- EXERCISE PROMPT: Omitting all images, set down every line below exactly as it appears.

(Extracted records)

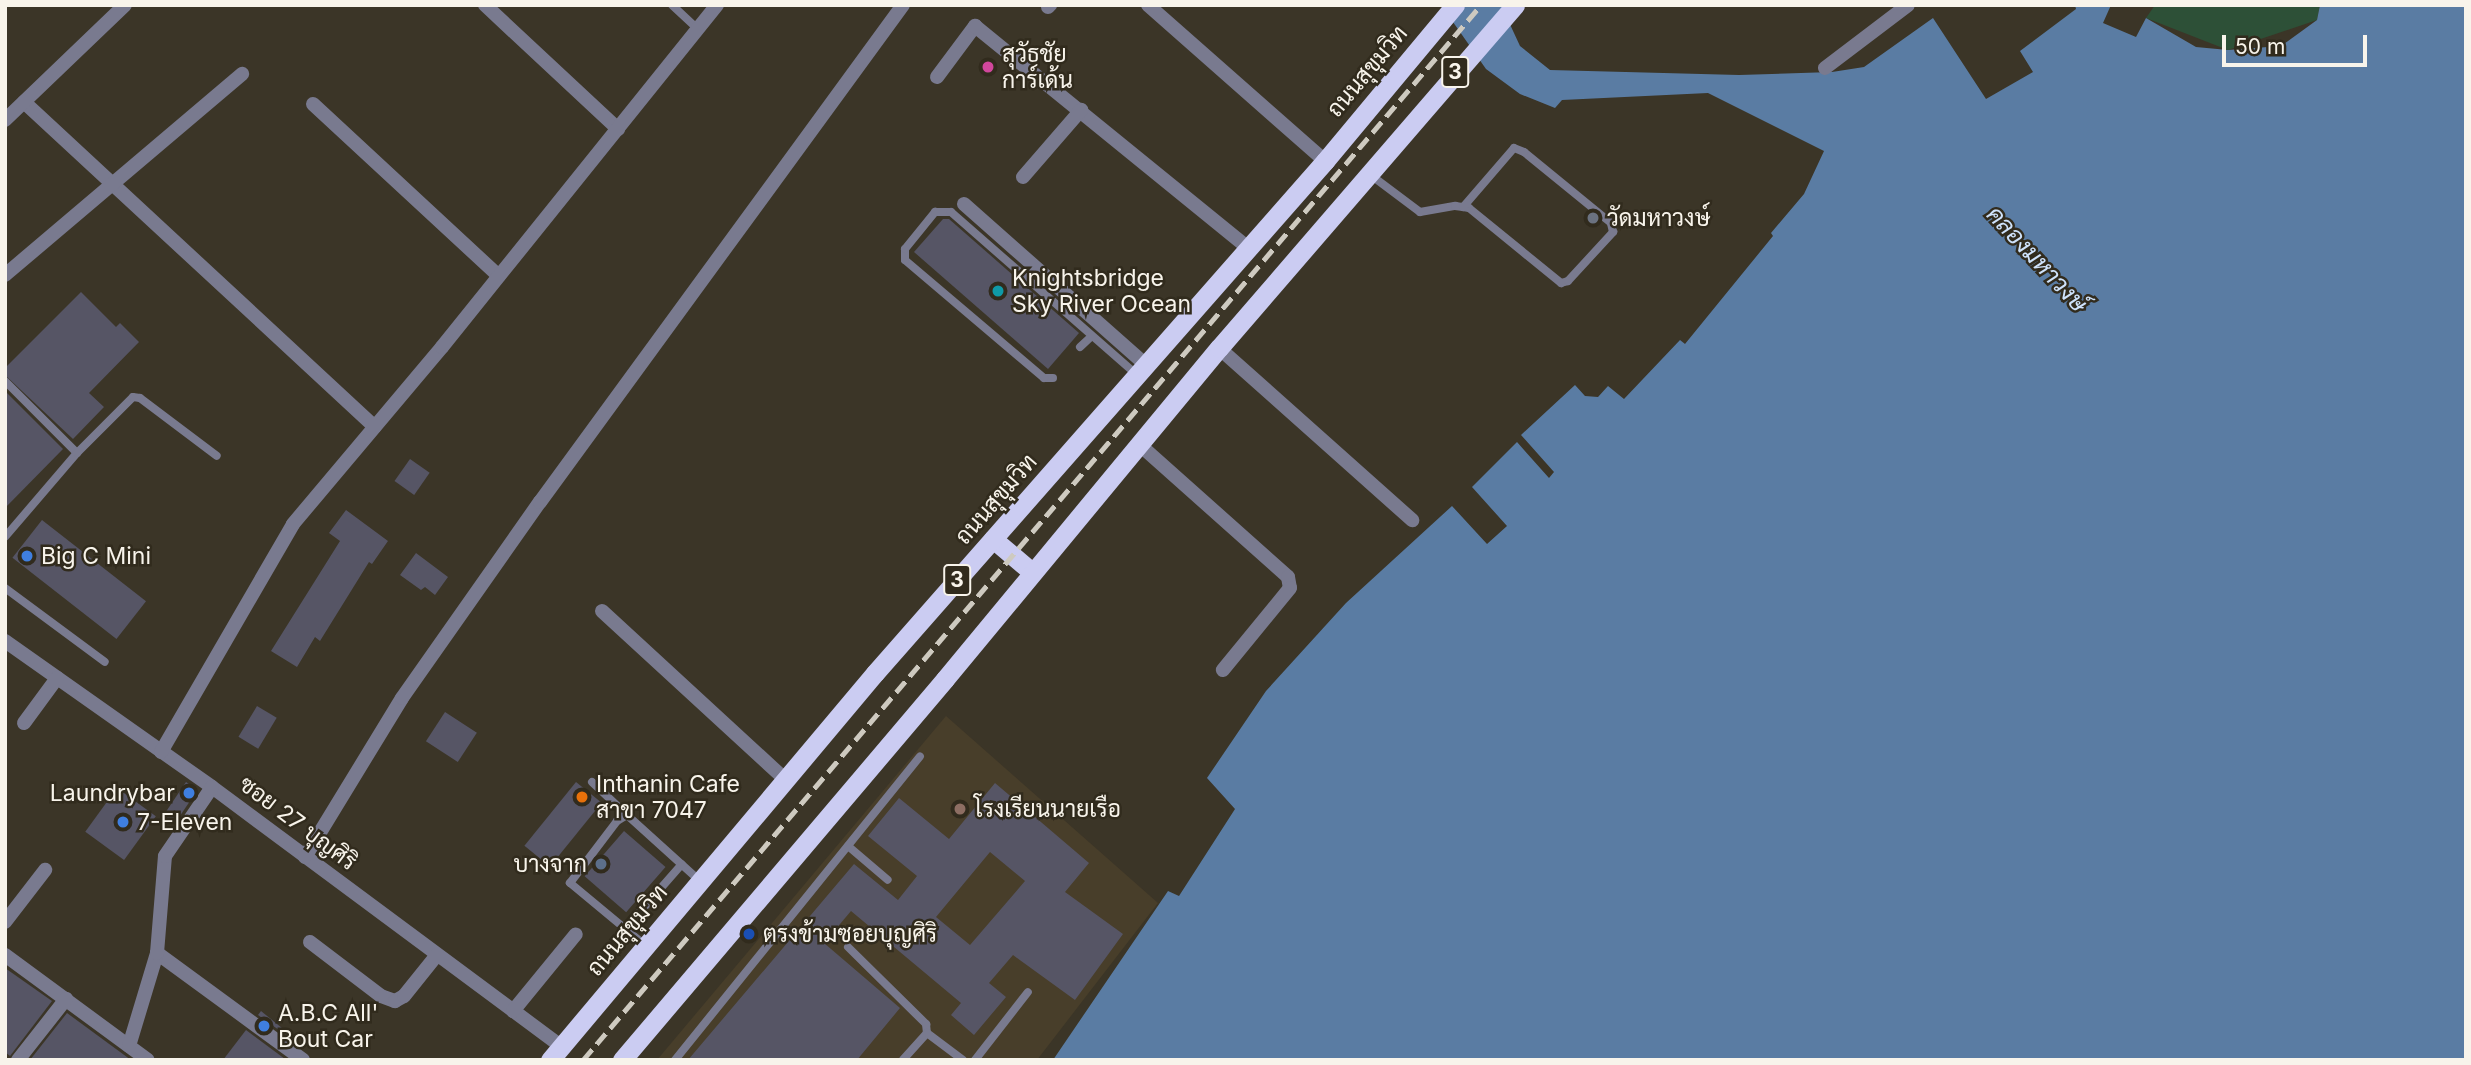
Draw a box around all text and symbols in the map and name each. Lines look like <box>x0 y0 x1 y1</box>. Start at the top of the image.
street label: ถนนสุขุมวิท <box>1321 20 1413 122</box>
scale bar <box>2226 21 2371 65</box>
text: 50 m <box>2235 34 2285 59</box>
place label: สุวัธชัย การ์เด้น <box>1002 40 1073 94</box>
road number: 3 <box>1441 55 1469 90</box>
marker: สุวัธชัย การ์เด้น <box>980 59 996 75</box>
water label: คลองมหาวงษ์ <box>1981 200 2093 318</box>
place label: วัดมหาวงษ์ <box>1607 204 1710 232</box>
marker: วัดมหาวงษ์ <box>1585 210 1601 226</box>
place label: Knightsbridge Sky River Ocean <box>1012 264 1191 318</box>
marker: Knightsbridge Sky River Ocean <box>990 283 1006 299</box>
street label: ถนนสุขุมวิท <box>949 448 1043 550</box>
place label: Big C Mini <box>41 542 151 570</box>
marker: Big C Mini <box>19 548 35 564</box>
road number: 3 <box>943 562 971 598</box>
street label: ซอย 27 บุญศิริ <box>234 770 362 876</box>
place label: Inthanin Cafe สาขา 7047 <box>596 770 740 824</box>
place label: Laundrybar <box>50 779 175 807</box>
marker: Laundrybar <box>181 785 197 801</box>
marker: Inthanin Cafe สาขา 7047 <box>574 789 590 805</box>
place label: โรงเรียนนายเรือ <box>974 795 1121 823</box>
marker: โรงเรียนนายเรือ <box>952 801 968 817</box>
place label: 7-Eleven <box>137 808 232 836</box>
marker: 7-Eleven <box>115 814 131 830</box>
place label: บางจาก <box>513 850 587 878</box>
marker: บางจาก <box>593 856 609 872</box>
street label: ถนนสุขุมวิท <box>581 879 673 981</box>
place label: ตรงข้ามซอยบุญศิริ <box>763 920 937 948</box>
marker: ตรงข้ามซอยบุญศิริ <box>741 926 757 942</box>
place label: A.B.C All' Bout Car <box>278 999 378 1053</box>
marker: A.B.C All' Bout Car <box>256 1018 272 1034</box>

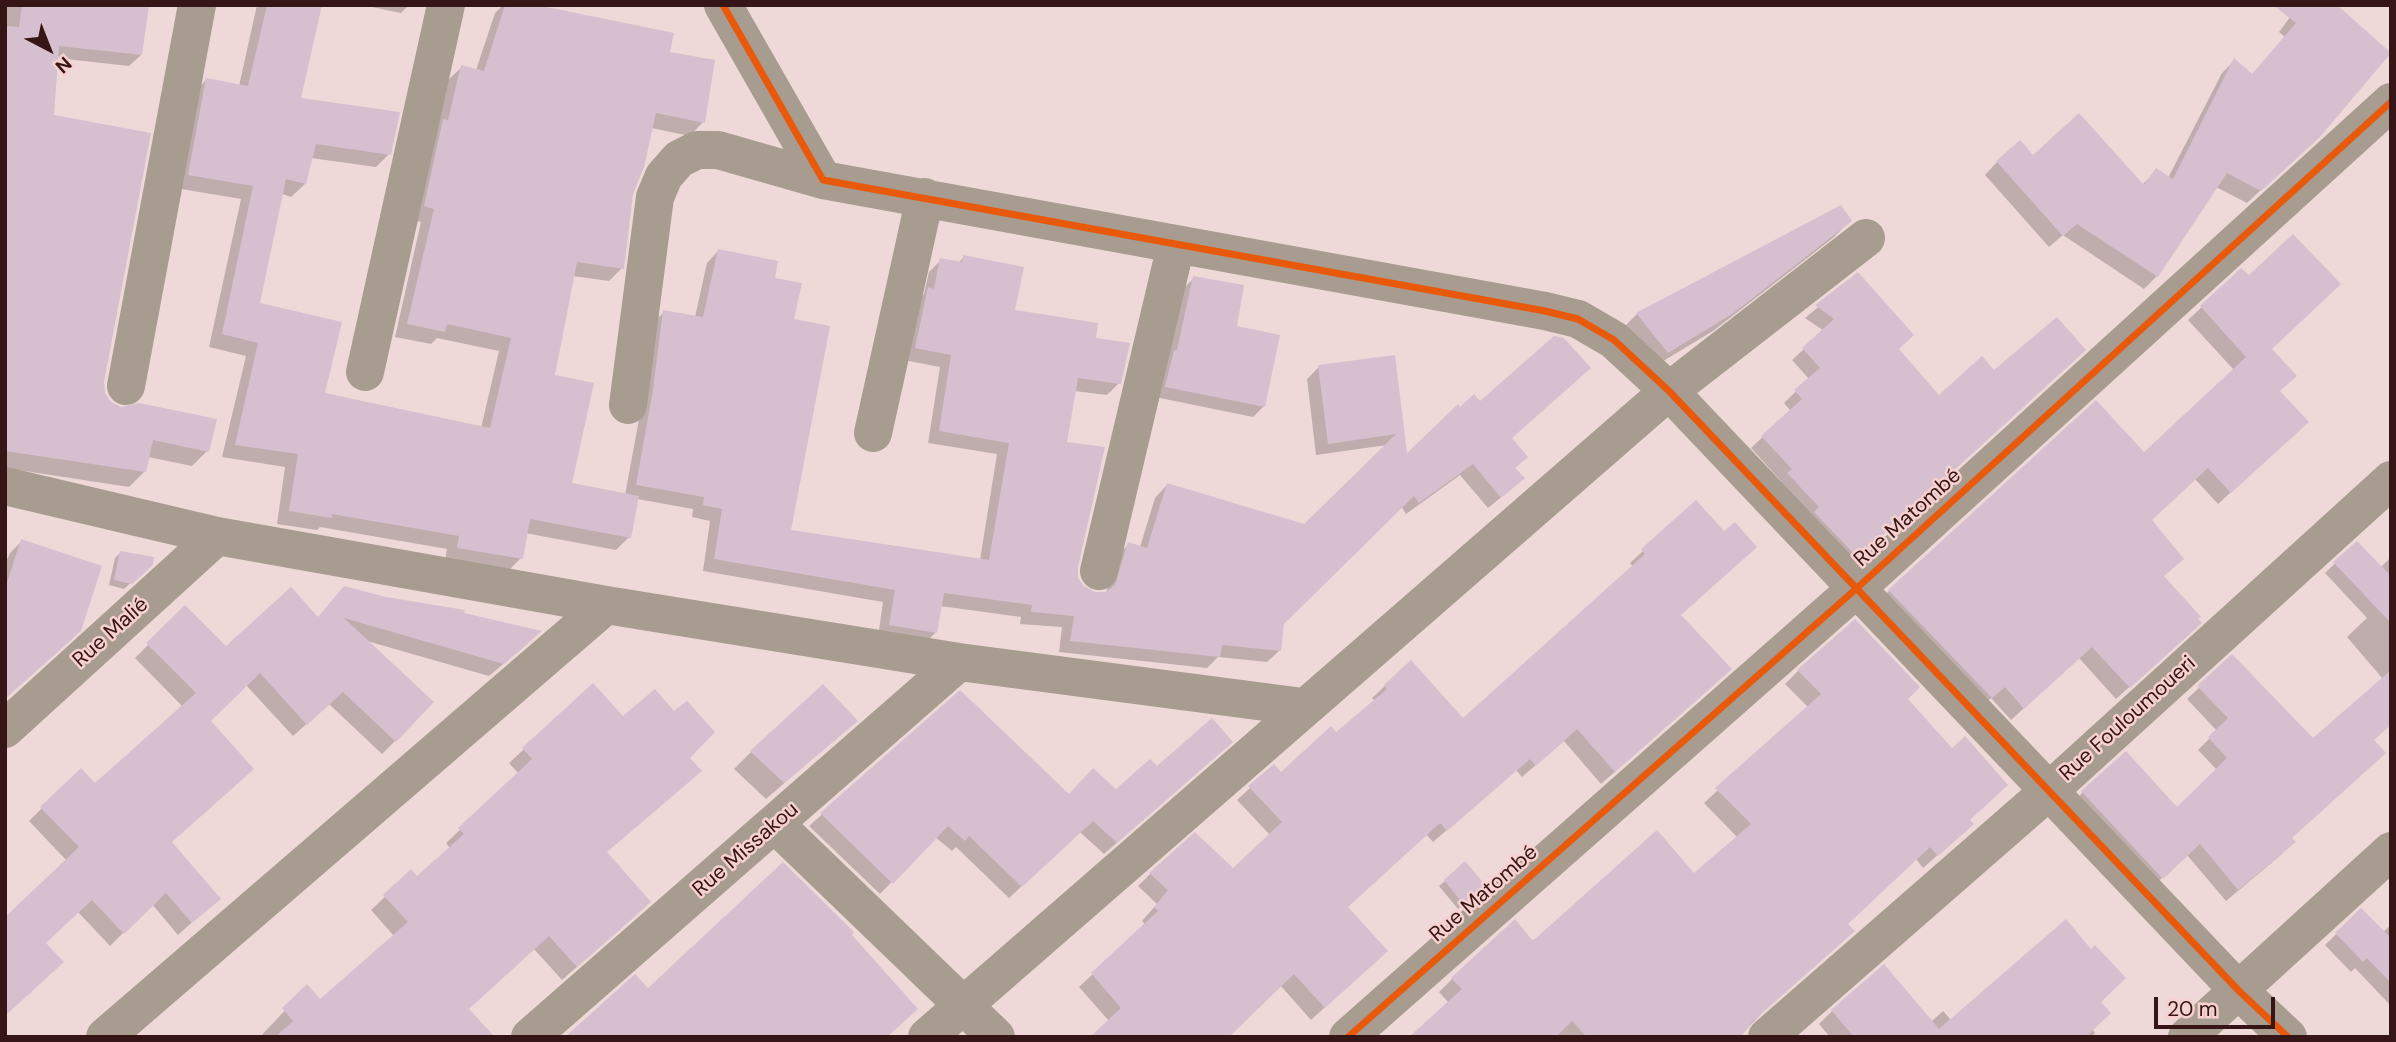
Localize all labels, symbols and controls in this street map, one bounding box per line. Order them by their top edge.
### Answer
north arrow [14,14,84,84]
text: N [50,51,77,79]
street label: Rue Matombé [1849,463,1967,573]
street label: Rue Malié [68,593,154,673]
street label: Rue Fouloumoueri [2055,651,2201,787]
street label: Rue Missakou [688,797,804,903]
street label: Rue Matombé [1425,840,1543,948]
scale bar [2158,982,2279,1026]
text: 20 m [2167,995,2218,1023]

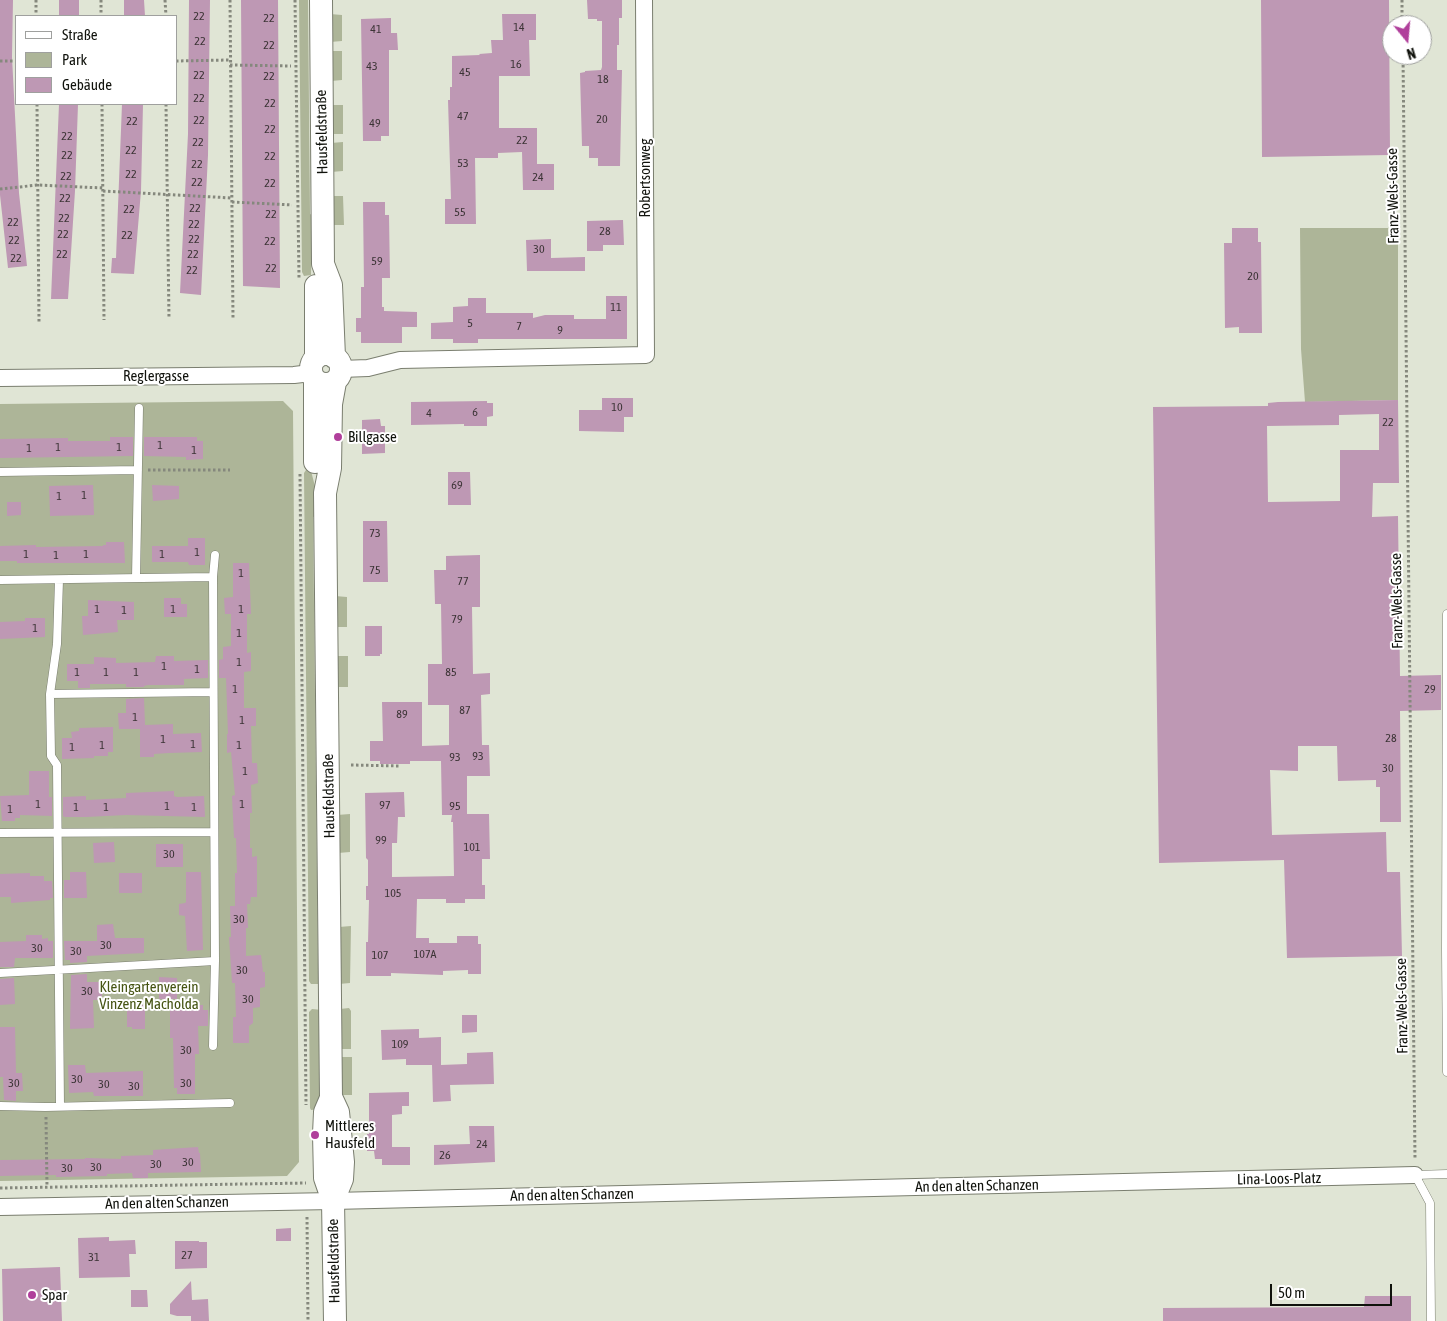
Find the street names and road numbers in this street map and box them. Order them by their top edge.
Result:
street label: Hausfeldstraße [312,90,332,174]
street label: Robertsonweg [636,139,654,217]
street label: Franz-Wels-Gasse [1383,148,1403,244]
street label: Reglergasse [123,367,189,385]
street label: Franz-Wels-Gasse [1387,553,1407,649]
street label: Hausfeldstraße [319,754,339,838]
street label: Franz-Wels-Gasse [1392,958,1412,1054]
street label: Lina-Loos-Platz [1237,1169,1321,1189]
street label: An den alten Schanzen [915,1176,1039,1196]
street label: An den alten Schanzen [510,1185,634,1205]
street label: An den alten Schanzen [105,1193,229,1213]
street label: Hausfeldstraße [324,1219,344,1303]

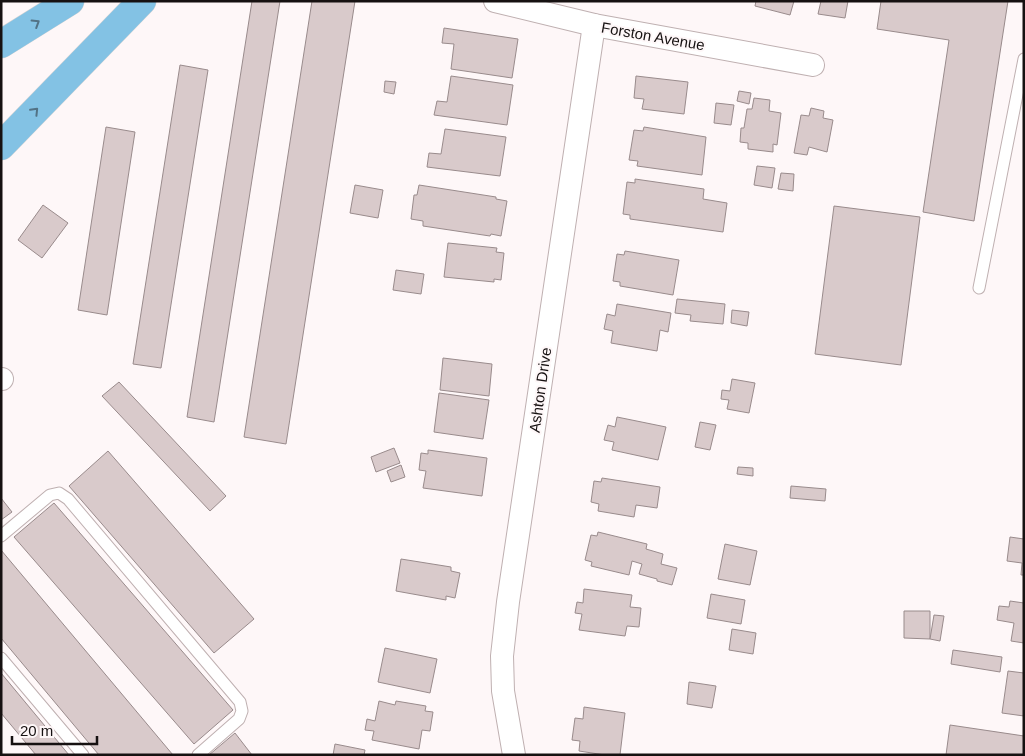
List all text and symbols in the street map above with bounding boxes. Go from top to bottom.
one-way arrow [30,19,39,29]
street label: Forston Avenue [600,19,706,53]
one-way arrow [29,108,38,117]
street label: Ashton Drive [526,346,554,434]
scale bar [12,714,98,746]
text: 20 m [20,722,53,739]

- SOLVED PROBLEM:
Draw a box around all text and symbols in the map and name each. Lines look like <box>x0 y0 x1 y1</box>. Start at the top of the image.
street label: ถนนสุขุมวิท <box>1321 20 1413 122</box>
scale bar <box>2226 21 2371 65</box>
text: 50 m <box>2235 34 2285 59</box>
place label: สุวัธชัย การ์เด้น <box>1002 40 1073 94</box>
road number: 3 <box>1441 55 1469 90</box>
marker: สุวัธชัย การ์เด้น <box>980 59 996 75</box>
water label: คลองมหาวงษ์ <box>1981 200 2093 318</box>
place label: วัดมหาวงษ์ <box>1607 204 1710 232</box>
marker: วัดมหาวงษ์ <box>1585 210 1601 226</box>
place label: Knightsbridge Sky River Ocean <box>1012 264 1191 318</box>
marker: Knightsbridge Sky River Ocean <box>990 283 1006 299</box>
street label: ถนนสุขุมวิท <box>949 448 1043 550</box>
place label: Big C Mini <box>41 542 151 570</box>
marker: Big C Mini <box>19 548 35 564</box>
road number: 3 <box>943 562 971 598</box>
street label: ซอย 27 บุญศิริ <box>234 770 362 876</box>
place label: Inthanin Cafe สาขา 7047 <box>596 770 740 824</box>
place label: Laundrybar <box>50 779 175 807</box>
marker: Laundrybar <box>181 785 197 801</box>
marker: Inthanin Cafe สาขา 7047 <box>574 789 590 805</box>
place label: โรงเรียนนายเรือ <box>974 795 1121 823</box>
marker: โรงเรียนนายเรือ <box>952 801 968 817</box>
place label: 7-Eleven <box>137 808 232 836</box>
marker: 7-Eleven <box>115 814 131 830</box>
place label: บางจาก <box>513 850 587 878</box>
marker: บางจาก <box>593 856 609 872</box>
street label: ถนนสุขุมวิท <box>581 879 673 981</box>
place label: ตรงข้ามซอยบุญศิริ <box>763 920 937 948</box>
marker: ตรงข้ามซอยบุญศิริ <box>741 926 757 942</box>
place label: A.B.C All' Bout Car <box>278 999 378 1053</box>
marker: A.B.C All' Bout Car <box>256 1018 272 1034</box>

Localize all labels, symbols and controls in this street map, one bounding box per line. Order them by their top edge.
### Answer
north arrow [14,14,84,84]
text: N [50,51,77,79]
street label: Rue Matombé [1849,463,1967,573]
street label: Rue Malié [68,593,154,673]
street label: Rue Fouloumoueri [2055,651,2201,787]
street label: Rue Missakou [688,797,804,903]
street label: Rue Matombé [1425,840,1543,948]
scale bar [2158,982,2279,1026]
text: 20 m [2167,995,2218,1023]

Find the street names and road numbers in this street map and box them. Order them by their top edge.
Result:
street label: Hausfeldstraße [312,90,332,174]
street label: Robertsonweg [636,139,654,217]
street label: Franz-Wels-Gasse [1383,148,1403,244]
street label: Reglergasse [123,367,189,385]
street label: Franz-Wels-Gasse [1387,553,1407,649]
street label: Hausfeldstraße [319,754,339,838]
street label: Franz-Wels-Gasse [1392,958,1412,1054]
street label: Lina-Loos-Platz [1237,1169,1321,1189]
street label: An den alten Schanzen [915,1176,1039,1196]
street label: An den alten Schanzen [510,1185,634,1205]
street label: An den alten Schanzen [105,1193,229,1213]
street label: Hausfeldstraße [324,1219,344,1303]

List all text and symbols in the street map above with bounding boxes. Go from top to bottom.
one-way arrow [30,19,39,29]
street label: Forston Avenue [600,19,706,53]
one-way arrow [29,108,38,117]
street label: Ashton Drive [526,346,554,434]
scale bar [12,714,98,746]
text: 20 m [20,722,53,739]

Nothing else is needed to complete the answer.